Lauren Mayberry

LAUREN MAYBERRY

Lauren Mayberry still remembers what it felt like to sit alone in her teenage bedroom, headphones on, listening to artists like Tori Amos and Fiona Apple as if it was some kind of private spiritual practice. At 15, she was already playing in bands, and although there was plenty of music she and her male bandmates could agree on, she knew from experience that they would just tease her if she tried to get them into Tori or Fiona or PJ Harvey or Kathleen Hanna. She says, “It was a lot of confessional female singer-songwriters, and I thought of them like, ‘These are my friends who live in my headphones.’”

Ahead of last year’s 10th anniversary of Chvrches’ groundbreaking debut album, The Bones of What You Believe, Mayberry felt reflective in a way she hadn’t anticipated. Looking back at all of the incredible moments of personal evolution and musical growth during these years with the band, she realized that she still had a creative wall she needed to push through. Much like the artists who only lived in her headphones as a teenager, there was a part of her own artistry she had locked away. She says, “There’s things I’ve never been comfortable performing or sharing with a band of men, for various reasons, even if they’re very nice men.” With her new solo work, Mayberry has been able to write about sexuality and empowerment from a profoundly personal perspective, for the very first time.

As she got into the mindset of finally making something truly her own, Mayberry’s mood board culled a wide array of inspiration, including “things like Cabaret and Chicago that feel very physical,” but she says, “they’re still quite dark, and there’s a subversiveness to that.” She reconnected with the influence of 90s British girl groups like All Saints and Sugababes, as well as artists she fell for during her university days such as Fiona and Jenny Lewis and Sleater-Kinney. “Those are artists I love, who are very formative to how I think about music and approach music,” Mayberry says, “but I’ve never been in a band that referenced any of them cause it just wasn’t that kind of universe.”

Mayberry says she felt a bit apprehensive at the beginning of the process, worried she might not have enough material, but a well-timed pep talk from her friend Matthew Koma (her main collaborator on the album) reminded her that she had a whole reserve of lyrics and ideas she’d been collecting for years. Once she got into the studio, whether with Koma or songwriter Tobias Jesso, Jr. (who co-wrote the unadorned piano ballad “Are You Awake?”), or producers Ethan Gruska and Greg Kurstin, the ideas were abundant.

At their first session together, Mayberry and Koma came up with a handful of songs, including the defiant, leftfield pop masterpiece “Shame,” co-written with Koma and Caroline Pennell – a song reminiscent of Love. Angel. Music.
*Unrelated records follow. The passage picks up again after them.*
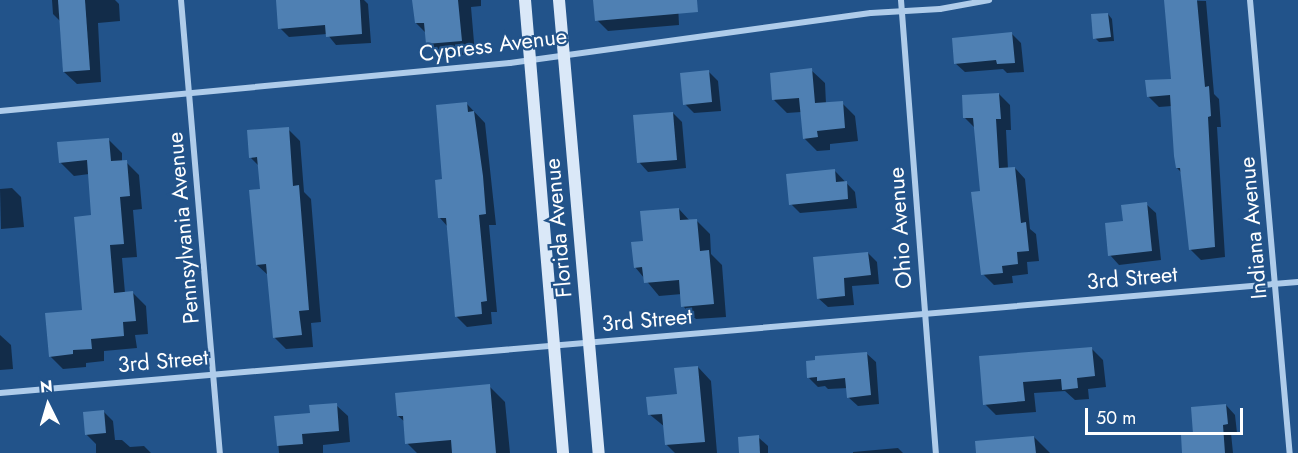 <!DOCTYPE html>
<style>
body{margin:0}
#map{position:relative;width:1298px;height:453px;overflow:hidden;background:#22538a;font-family:Jost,sans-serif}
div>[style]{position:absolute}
.shadow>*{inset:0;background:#0007}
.building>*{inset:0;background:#4f80b3}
.minor>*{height:6px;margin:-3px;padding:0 3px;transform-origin:3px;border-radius:3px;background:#afccea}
.secondary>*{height:12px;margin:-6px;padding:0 6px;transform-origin:6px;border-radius:6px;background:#dae8f8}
span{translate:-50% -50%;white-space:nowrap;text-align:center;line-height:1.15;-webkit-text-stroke:4.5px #22538a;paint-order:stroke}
.street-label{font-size:22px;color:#fff}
.north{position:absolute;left:18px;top:375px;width:60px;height:60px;-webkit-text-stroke:4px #22538a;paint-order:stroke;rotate:355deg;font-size:16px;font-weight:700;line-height:24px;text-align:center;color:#fff}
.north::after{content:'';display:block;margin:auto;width:21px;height:27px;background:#fff;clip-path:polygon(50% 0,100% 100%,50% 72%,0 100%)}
.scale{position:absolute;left:1085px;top:408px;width:158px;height:27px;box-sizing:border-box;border:3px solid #fff;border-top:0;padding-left:8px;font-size:18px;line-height:21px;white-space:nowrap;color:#fff;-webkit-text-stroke:4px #22538a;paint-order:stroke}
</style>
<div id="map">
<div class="shadow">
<i style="clip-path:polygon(52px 0,115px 0,119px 4px,120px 21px,98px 23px,101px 82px,77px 84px,64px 72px,61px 22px,53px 14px)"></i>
<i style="clip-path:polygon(277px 0,364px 0,368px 4px,371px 43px,336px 45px,327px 34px,289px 37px,280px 28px)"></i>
<i style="clip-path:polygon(414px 0,481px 0,481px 6px,471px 7px,475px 54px,441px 57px,428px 44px,427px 34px,416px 23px)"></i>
<i style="clip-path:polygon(595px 0,674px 0,678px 4px,679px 25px,608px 31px,597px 20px)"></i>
<i style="clip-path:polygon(1165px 0,1206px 1px,1214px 94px,1219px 99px,1221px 127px,1217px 127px,1225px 257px,1201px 260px,1190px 249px,1182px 173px,1177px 168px,1172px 106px,1159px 107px,1148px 96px,1173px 80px)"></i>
<i style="clip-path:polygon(1108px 14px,1112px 19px,1114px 41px,1099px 42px,1095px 38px)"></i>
<i style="clip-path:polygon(1012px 34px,1021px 43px,1024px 72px,1007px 73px,1003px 69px,965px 72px,955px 63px)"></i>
<i style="clip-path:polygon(811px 70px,825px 83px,826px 104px,842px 103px,855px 116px,858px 141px,830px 144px,830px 150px,817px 151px,804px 138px,801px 112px,787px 113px,774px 100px)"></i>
<i style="clip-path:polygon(709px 72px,718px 81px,721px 111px,694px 113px,685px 104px)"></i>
<i style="clip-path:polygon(999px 94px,1010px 105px,1011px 130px,1006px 130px,1008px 169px,1015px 168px,1025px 179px,1030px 229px,1036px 234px,1039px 261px,1027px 262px,1028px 274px,1012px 276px,1013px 283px,994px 285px,983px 274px,981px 192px,976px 129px,965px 118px)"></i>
<i style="clip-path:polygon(467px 104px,485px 123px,496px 225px,489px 225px,497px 312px,491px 312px,492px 324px,467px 327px,456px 316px,448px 227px,440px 218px)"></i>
<i style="clip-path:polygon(673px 113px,682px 122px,686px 168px,648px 172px,639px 162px)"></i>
<i style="clip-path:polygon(288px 129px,300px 141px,304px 192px,311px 199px,321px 322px,311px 323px,313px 347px,286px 349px,274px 337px,269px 276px,257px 265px,261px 190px,260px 167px,251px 158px)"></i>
<i style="clip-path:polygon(108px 139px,122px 153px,122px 162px,126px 162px,139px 175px,142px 209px,133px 210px,137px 257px,122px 258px,125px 293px,133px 293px,146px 306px,148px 334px,135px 335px,137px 348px,104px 351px,104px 361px,86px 363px,86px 367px,63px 369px,50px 356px,84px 312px,93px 216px,89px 174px,74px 176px,60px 162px)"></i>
<i style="clip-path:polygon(835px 171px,855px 192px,857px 208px,800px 213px,791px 204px)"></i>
<i style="clip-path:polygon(12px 188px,21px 197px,24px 227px,1px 229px,0 189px)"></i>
<i style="clip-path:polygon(1146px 204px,1156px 213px,1161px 260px,1119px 265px,1110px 255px,1125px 223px)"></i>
<i style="clip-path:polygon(679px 209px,690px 221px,696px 220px,710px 234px,711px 254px,722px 265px,726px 317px,696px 319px,683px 306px,682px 294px,659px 296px,635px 267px)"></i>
<i style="clip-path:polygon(868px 253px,877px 262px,879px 284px,852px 286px,854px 305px,828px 307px,818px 298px)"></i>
<i style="clip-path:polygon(0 335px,11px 345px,13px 369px,0 370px)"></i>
<i style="clip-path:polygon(1092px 349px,1103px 360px,1106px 387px,1088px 389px,1089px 399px,1075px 400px,1065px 391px,1034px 393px,1036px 412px,996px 415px,985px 404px,981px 357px)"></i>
<i style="clip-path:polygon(866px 353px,876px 362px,879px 404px,858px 406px,848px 397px,848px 388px,828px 389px,825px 386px,818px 387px,809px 378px)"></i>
<i style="clip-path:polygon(698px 367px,711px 381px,717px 453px,675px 453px,666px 444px,665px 427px,649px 414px,678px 396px)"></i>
<i style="clip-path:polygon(489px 386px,505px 402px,510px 453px,417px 453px,407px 443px,405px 422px,398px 416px)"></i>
<i style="clip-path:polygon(336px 405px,348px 416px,350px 442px,323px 445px,323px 453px,279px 453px,276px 417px,311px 414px)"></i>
<i style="clip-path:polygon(1226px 405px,1235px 415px,1237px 433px,1231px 433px,1233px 453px,1184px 453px,1195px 435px)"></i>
<i style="clip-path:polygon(104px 412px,113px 421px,115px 440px,122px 440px,130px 447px,144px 446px,151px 453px,96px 453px,96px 444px,86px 434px)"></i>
<i style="clip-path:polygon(758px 437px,768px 446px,768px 453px,741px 453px)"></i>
<i style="clip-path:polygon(1034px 437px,1050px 453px,1004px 453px)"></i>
<i style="clip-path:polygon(898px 448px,903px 453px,853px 453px,853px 452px)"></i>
</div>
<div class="building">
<i style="clip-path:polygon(58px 0,85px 0,90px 70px,63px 72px)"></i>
<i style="clip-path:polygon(276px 0,360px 0,362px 34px,326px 37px,325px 25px,278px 29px)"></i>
<i style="clip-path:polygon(412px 0,458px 0,462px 41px,426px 44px,424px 23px,415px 23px)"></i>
<i style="clip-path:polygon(593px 0,697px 0,698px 12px,595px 21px)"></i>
<i style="clip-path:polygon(1164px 0,1197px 0,1205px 87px,1209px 86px,1211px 116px,1208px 117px,1215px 247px,1189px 250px,1180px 168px,1176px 168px,1174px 156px,1170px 95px,1147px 97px,1145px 80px,1171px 79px)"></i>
<i style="clip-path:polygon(1108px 13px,1111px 37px,1093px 39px,1091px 14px)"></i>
<i style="clip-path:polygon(1012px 32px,1015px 63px,997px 64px,996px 60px,954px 64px,952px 38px)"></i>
<i style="clip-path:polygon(812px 68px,815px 103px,843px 101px,845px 128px,817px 131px,818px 137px,803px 139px,799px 98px,772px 100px,770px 73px)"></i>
<i style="clip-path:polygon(709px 70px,712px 102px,683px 105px,680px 73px)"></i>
<i style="clip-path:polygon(999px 93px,1001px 119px,996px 119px,999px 168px,1015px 167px,1021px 223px,1026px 222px,1029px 251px,1017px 252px,1018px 264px,1002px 266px,1003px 273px,981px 275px,971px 192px,980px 191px,973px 118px,963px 118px,962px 95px)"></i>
<i style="clip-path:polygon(467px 102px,468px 112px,474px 111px,483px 176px,486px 214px,479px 215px,487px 301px,481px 302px,482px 314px,455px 317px,446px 218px,438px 218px,435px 180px,442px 179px,436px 105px)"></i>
<i style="clip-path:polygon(673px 112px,677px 160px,637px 163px,633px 115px)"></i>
<i style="clip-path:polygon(289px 127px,293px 186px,299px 185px,309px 310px,299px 311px,302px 335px,273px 338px,266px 264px,256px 265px,249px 190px,260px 189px,257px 157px,249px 158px,247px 130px)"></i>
<i style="clip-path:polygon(109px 138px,111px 161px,127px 160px,130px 196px,120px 197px,124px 244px,110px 245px,114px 293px,133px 291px,136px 321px,123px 322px,124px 336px,91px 339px,92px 349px,73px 350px,73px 354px,49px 357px,45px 313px,82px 310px,74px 217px,91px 215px,87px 160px,59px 163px,57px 142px)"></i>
<i style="clip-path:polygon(835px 169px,836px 182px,847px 181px,848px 199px,789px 205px,786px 174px)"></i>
<i style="clip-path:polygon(1147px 202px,1152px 251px,1108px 256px,1105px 223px,1123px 221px,1121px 205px)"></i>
<i style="clip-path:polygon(679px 208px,680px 220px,697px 219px,700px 251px,709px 250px,714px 304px,681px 307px,679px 280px,644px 283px,642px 267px,634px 268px,631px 242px,643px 241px,640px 211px)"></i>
<i style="clip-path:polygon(868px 252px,871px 275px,844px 278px,845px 296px,817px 299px,813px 257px)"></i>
<i style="clip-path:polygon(1092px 347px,1095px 376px,1077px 378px,1078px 388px,1062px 390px,1061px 379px,1023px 382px,1025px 401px,983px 405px,979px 356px)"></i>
<i style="clip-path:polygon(867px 352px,871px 395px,847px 398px,845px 378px,817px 381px,817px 377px,807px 378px,806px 361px,815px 360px,815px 356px)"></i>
<i style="clip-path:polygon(698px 366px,705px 442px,665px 445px,662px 414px,648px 415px,646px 397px,677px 394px,674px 368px)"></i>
<i style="clip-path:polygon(490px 384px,496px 453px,452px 453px,451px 440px,405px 444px,403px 416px,397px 416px,395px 393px)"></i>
<i style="clip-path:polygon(337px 403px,339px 431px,302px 434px,303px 444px,277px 446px,274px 416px,310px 413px,309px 405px)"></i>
<i style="clip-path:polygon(1226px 404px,1228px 424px,1223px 425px,1225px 453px,1182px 453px,1181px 435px,1193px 434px,1191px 407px)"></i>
<i style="clip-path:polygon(104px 410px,106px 433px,85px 435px,83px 412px)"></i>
<i style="clip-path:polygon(759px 435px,760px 453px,739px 453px,738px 437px)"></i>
<i style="clip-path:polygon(1034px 436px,1036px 453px,976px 453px,975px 441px)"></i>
</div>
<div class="minor">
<i style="left:181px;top:0;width:455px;rotate:85.1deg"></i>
<i style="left:901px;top:0;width:454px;rotate:85.6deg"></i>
<i style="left:1250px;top:0;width:455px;rotate:85deg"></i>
<i style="left:0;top:111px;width:512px;rotate:-5.38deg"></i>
<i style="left:510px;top:63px;width:364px;rotate:-7.9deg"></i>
<i style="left:871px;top:13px;width:69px;rotate:-3.3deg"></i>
<i style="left:940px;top:9px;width:50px;rotate:-10.4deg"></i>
<i style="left:0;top:393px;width:1303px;rotate:-4.89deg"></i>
</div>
<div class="secondary">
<i style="left:525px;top:0;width:455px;rotate:85.2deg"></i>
<i style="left:559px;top:0;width:455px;rotate:85deg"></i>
</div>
<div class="street-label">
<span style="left:493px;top:45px;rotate:-7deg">Cypress Avenue</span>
<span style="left:183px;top:228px;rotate:-95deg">Pennsylvania Avenue</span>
<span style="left:558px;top:228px;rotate:-95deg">Florida Avenue</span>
<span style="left:900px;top:228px;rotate:-94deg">Ohio Avenue</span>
<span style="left:1253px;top:228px;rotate:-95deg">Indiana Avenue</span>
<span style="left:1132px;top:278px;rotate:-5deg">3rd Street</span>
<span style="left:647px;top:320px;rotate:-5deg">3rd Street</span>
<span style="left:163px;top:361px;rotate:-5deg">3rd Street</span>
</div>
<div class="north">N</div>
<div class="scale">50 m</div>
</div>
Baby.-era Gwen Stefani that Mayberry says helped to concretize her vision for the new era, and how it would allow her to explore themes and styles that hadn’t felt quite right for Chvrches. “I had the idea for a while of a song that had the tagline of “what a shame”, but in a sarcastic way,” Mayberry says. “And the word “shame” having a double meaning – the shame you feel and internalize, but what a shame you feel like that and can’t change it.”

New single “Change Shapes” expands upon the themes of how traditional gender roles have impacted her life and career. “I feel like I perform to the general public but also play a character inside the internal experience, because there is so much negotiation involved in my existence there,” says Mayberry. “How do I keep people happy enough that they’ll let me do the creative work that I want to? I feel quite fake and hypocritical sometimes because so much of the narrative around the band is “feminist”, but my experience inside of it hasn’t been a lot of the time. I feel like I did all this work to make things function but when you DO adapt yourself in that way, it’s seen as manipulative, in order to get what you want.”

Mayberry’s remarkable debut shows – during US and European solo tours last fall – gave her a chance to experiment with different ways to occupy the stage, to shift preconceived notions in the audience and in herself. “So much of the band era has been people talking about my gender and my body, and that can feel really dissociative, because I’m not really involved in that conversation,” she explains. “And so I would try to forget that I have a body. But when I think about artists I love like Kate Bush, or PJ Harvey or Gwen Stefani, their body was such an important part of the performance and the work that you can look up a picture of them at any point in their career and know exactly what record it’s from. When I was thinking about my solo shows, I knew I wanted to find a better way to connect with that, because I can’t not have a body. Whether it’s through subtle choreography or dressing however I want to dress – whether it’s hyper feminine or androgynous – I can do it and not be worried about what people are gonna say.”

In discovering who she is as a solo artist, Mayberry has accessed a new world of inspiration, and a deep well of creativity she’s had within her all along. “This whole process has been quite liberating,” she says. “I feel much more connected to my whole self. It’s very exciting.”